Rafael Nadal asegura que «la perfección no existe, en nada», pero lo que él hace en el tenis en ocasiones se acerca bastante a ese grado máximo. Tras imponerse en la madrugada de ayer en la semifinal del Abierto de Estados Unidos a Juan Martín del Potro con un despliegue de tenis táctico y apasionado, furioso y demoledor, hoy el número 1 del mundo volverá a saltar en Nueva York a la pista Arthur Ashe. Y en ese escenario, a los 31 años, buscará ante el sudafricano Kevin Anderson su tercer título del torneo, el decimosexto grande de un palmarés espectacular solo superado por los 19 de Roger Federer.

No era fácil vaticinar hace solo un año, cuando en las mismas instalaciones de Flushing Meadows Nadal caía en cuarta ronda ante Lucas Pouille, que este septiembre el de Manacor llegaría a una final que ya ha alcanzado tres veces antes y ganado en el 2010 y el 2013. De hecho, él mismo reconoce que si alguien se lo hubiera dicho entonces le habría respondido con un «gracias, pero es casi imposible». Casi. Y es que con Nadal a menudo lo aparentemente imposible se transforma en posible.

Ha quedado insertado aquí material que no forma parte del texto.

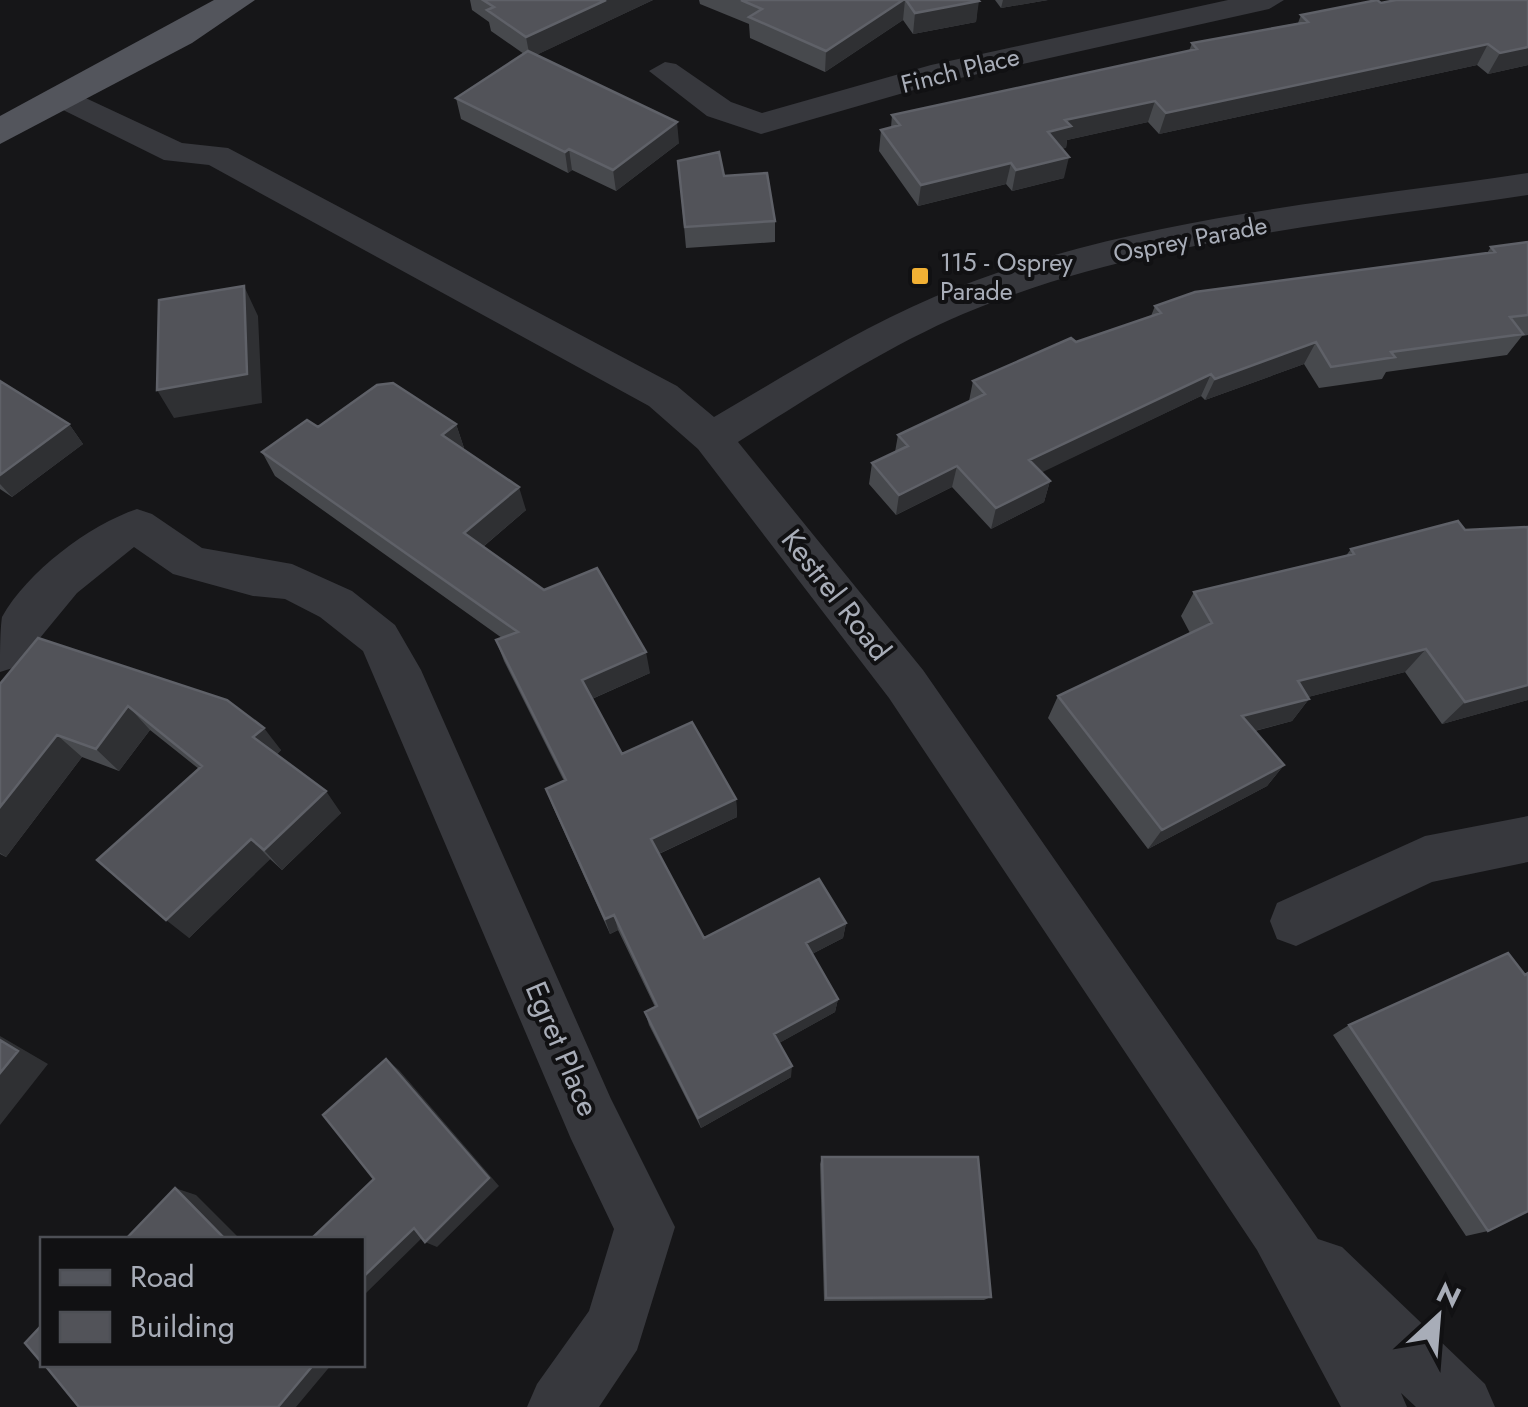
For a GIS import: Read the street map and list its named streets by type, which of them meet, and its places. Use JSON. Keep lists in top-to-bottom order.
{
  "streets": {
    "street": [
      "Finch Place",
      "Osprey Parade",
      "Kestrel Road",
      "Egret Place"
    ]
  },
  "crossings": [
    ["Osprey Parade", "Kestrel Road"]
  ],
  "places": {
    "transit": ["115 - Osprey Parade"]
  },
  "legend": ["Road", "Building"],
  "north": "top right"
}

A principios del 2017 ya luchó por el Abierto de Australia contra Federer, que se impuso en un partido a cinco sets. Tras sumar títulos en la tierra de Montecarlo, Barcelona y Madrid, en junio asentó su reinado en París, asegurándose ante Stan Wawrinka su décimo Roland Garros. Y aunque en Wimbledon cayó en cuarta ronda y la temporada en pistas duras estuvo salpicada de frustrantes derrotas, ha elevado su tenis en el último grande del año.

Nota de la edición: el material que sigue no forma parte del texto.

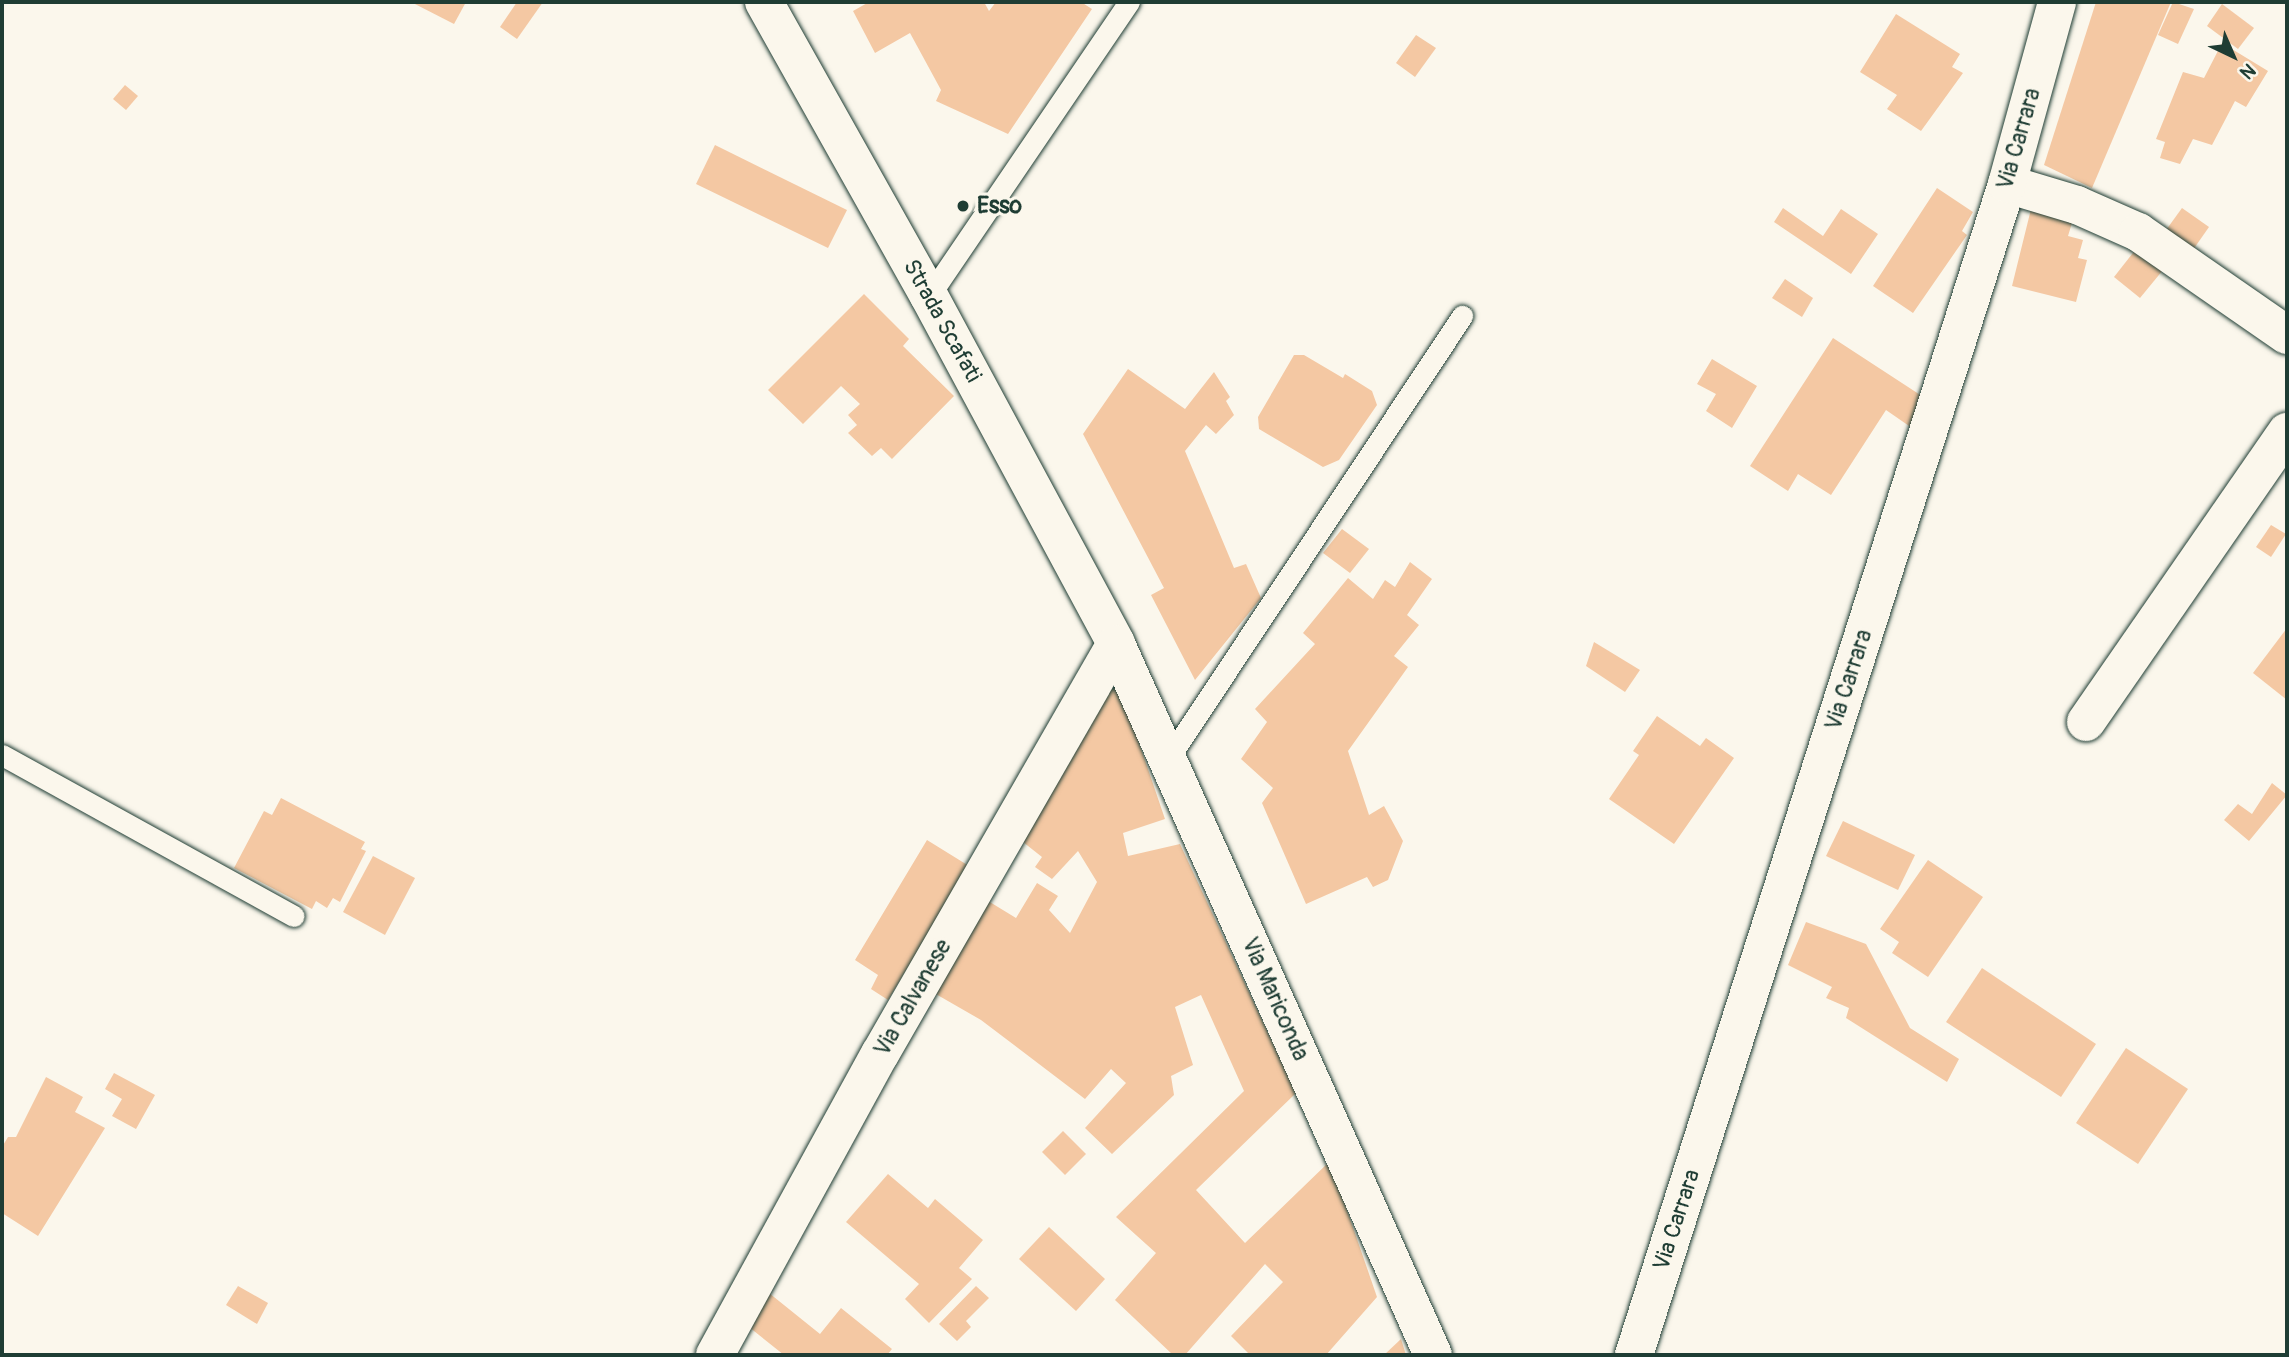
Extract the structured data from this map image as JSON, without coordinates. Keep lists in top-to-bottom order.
{
  "streets": {
    "street": [
      "Via Carrara",
      "Strada Scafati",
      "Via Calvanese",
      "Via Mariconda"
    ]
  },
  "crossings": [
    ["Strada Scafati", "Via Calvanese"],
    ["Strada Scafati", "Via Mariconda"],
    ["Via Calvanese", "Via Mariconda"]
  ],
  "places": ["Esso"],
  "north": "bottom right"
}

En las dos primeras rondas, frente a Dusan Lajovic y Taro Daniel, Nadal empezó con titubeos y «nervios». Pero el siguiente partido, frente a Leonardo Mayer, marcó un punto de inflexión. El mallorquín necesitó en ese encuentro 14 oportunidades para romper el servicio al argentino, pero cuando lo hizo algo cambió. A partir de entonces, frente a Alexandr Dolgopolov y Denis Rublev, fue apareciendo el Nadal imbatible. Y se desplegó en todo su esplendor en la semifinal con Del Potro, el campeón de este Abierto en el 2009, que había apeado del torneo a Federer, impidiendo otra vez que el mallorquín y el suizo escenificasen su rivalidad.

Respeto por el rival

Nadal se resiste a dar la razón a quienes le ven desplegando su mejor tenis y a un periodista que lo hizo el viernes le recordó que «cada época tiene su momento y su nivel» («el mejor tenis de mi vida no existe», dijo también). Pero lo cierto es que no hay nadie que dude que tiene todo para ser dado como favorito para su final de hoy contra Anderson, el veterano de 31 años que impidió una final española al ganar a Pablo Carreño.

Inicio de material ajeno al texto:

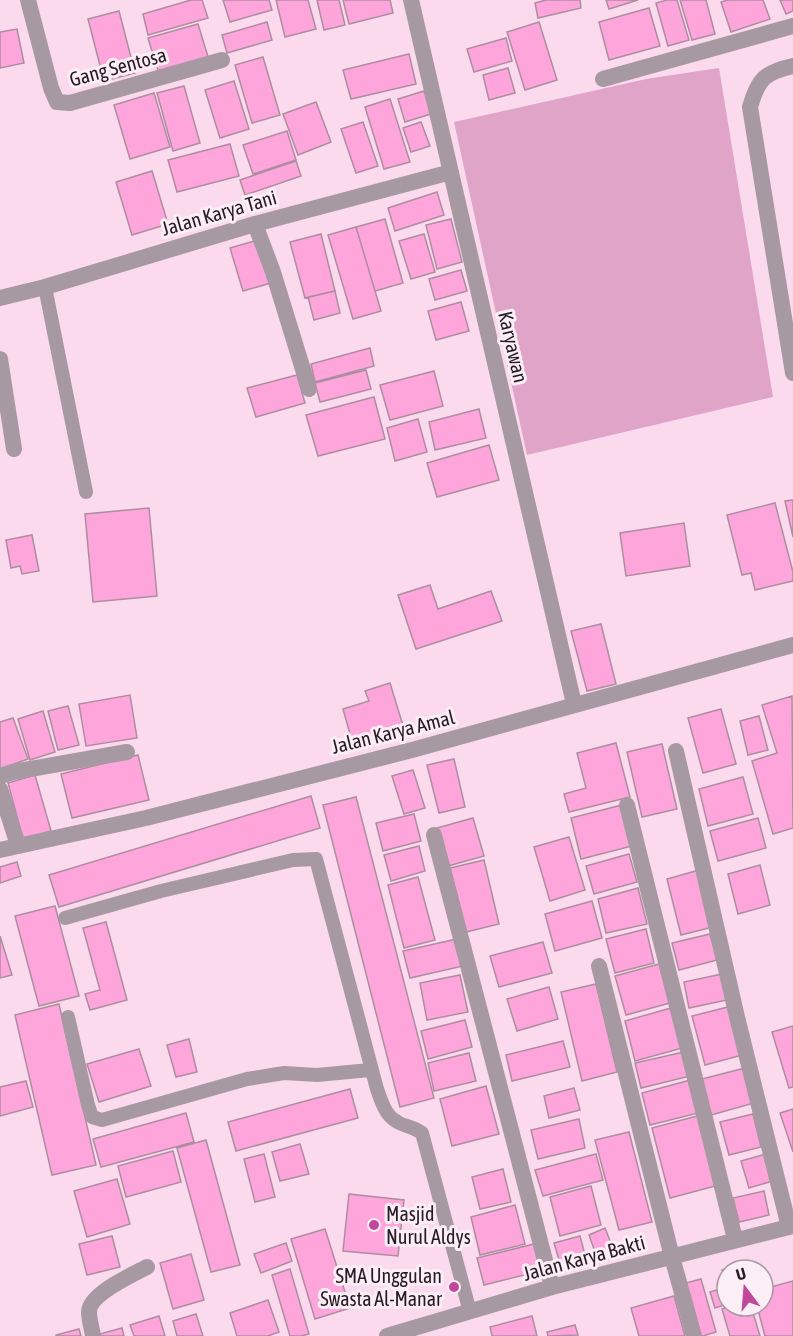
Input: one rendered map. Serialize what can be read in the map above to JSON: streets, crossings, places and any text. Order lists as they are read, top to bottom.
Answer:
{
  "streets": {
    "street": [
      "Gang Sentosa",
      "Jalan Karya Tani",
      "Karyawan",
      "Jalan Karya Amal",
      "Jalan Karya Bakti"
    ]
  },
  "crossings": [
    ["Jalan Karya Tani", "Karyawan"],
    ["Karyawan", "Jalan Karya Amal"]
  ],
  "places": ["Masjid Nurul Aldys", "SMA Unggulan Swasta Al-Manar"],
  "north": "top"
}
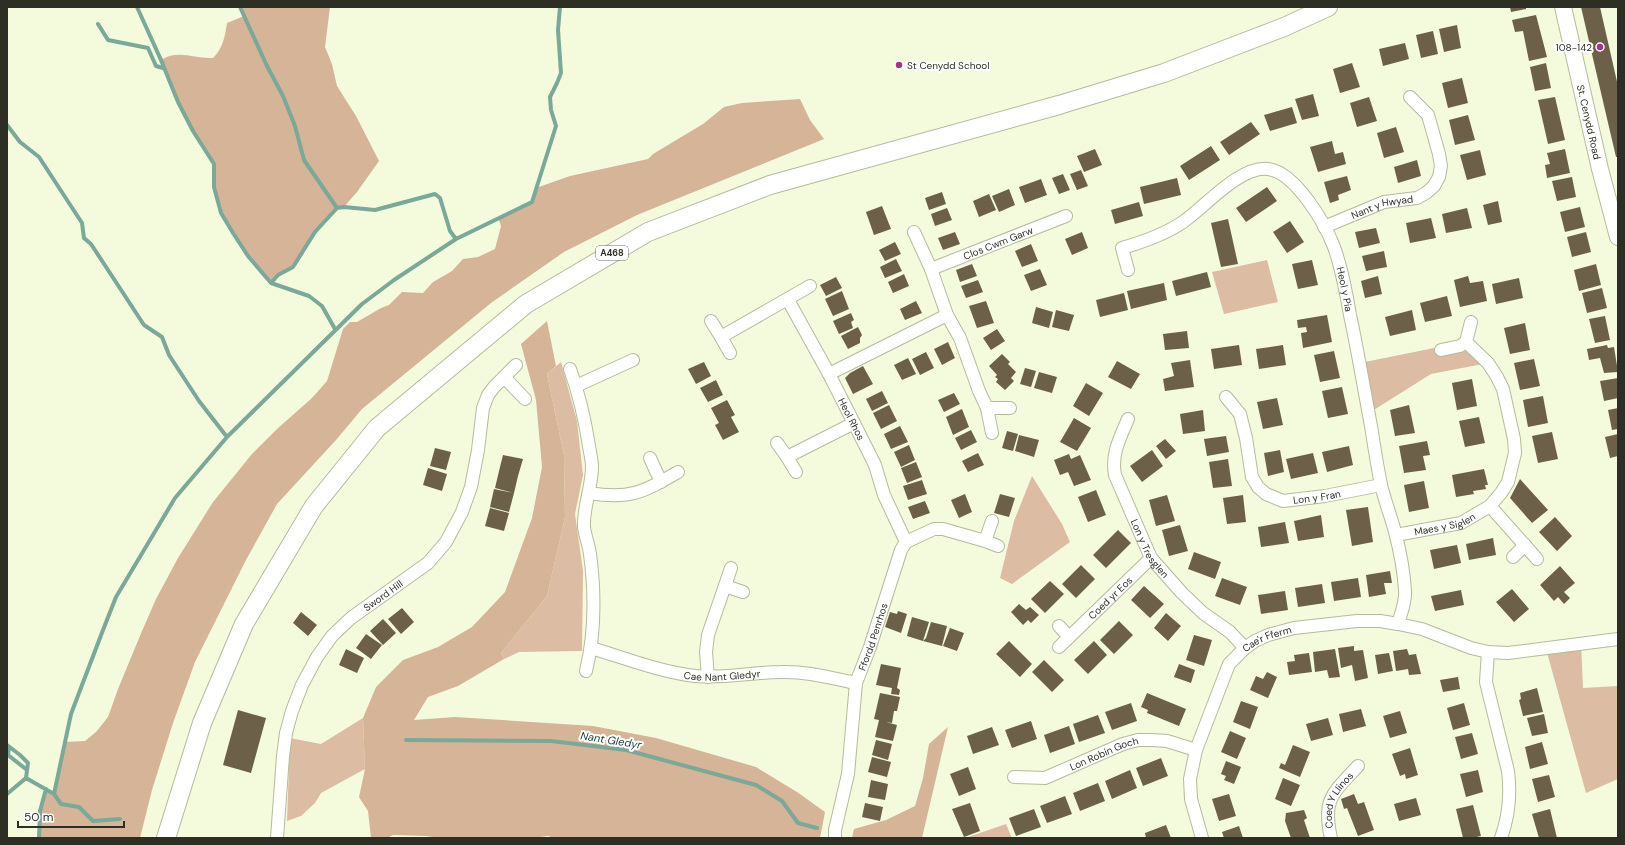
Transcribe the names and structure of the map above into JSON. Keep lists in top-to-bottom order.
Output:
{
  "streets": {
    "main road": ["St. Cenydd Road", "A468"],
    "street": [
      "Nant y Hwyad",
      "Clos Cwm Garw",
      "Heol y Pia",
      "Heol Rhos",
      "Lon y Fran",
      "Maes y Siglen",
      "Lon y Tresglen",
      "Sword Hill",
      "Coed yr Eos",
      "Ffordd Penrhos",
      "Cae'r Fferm",
      "Cae Nant Gledyr",
      "Lon Robin Goch",
      "Coed Y Llinos"
    ]
  },
  "crossings": [
    ["Nant y Hwyad", "Heol y Pia"],
    ["Heol y Pia", "Lon y Fran"],
    ["Heol y Pia", "Maes y Siglen"],
    ["Heol y Pia", "Cae'r Fferm"],
    ["Heol Rhos", "Ffordd Penrhos"],
    ["Lon y Tresglen", "Coed yr Eos"],
    ["Lon y Tresglen", "Cae'r Fferm"],
    ["Ffordd Penrhos", "Cae Nant Gledyr"],
    ["Cae'r Fferm", "Lon Robin Goch"]
  ],
  "water": ["Nant Gledyr"],
  "places": ["108-142", "St Cenydd School"],
  "scale_bar": "50 m"
}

Es la primera final de un grande para el gigante sudafricano (2,03 metros) curtido profesionalmente en EEUU y dotado de uno de los servicios más parecidos a cañonazos, al que una lesión de cadera alejó meses de la competición. Su retorno no podía haber sido más triunfal y Nadal, que lo conoce desde que los dos tenían 12 años, lo alaba como «un jugador de máximo nivel» y un «ejemplo para niños y el resto del circuito». Pero que nadie se llame a engaño. Hoy Nadal sale a ganar. Como siempre.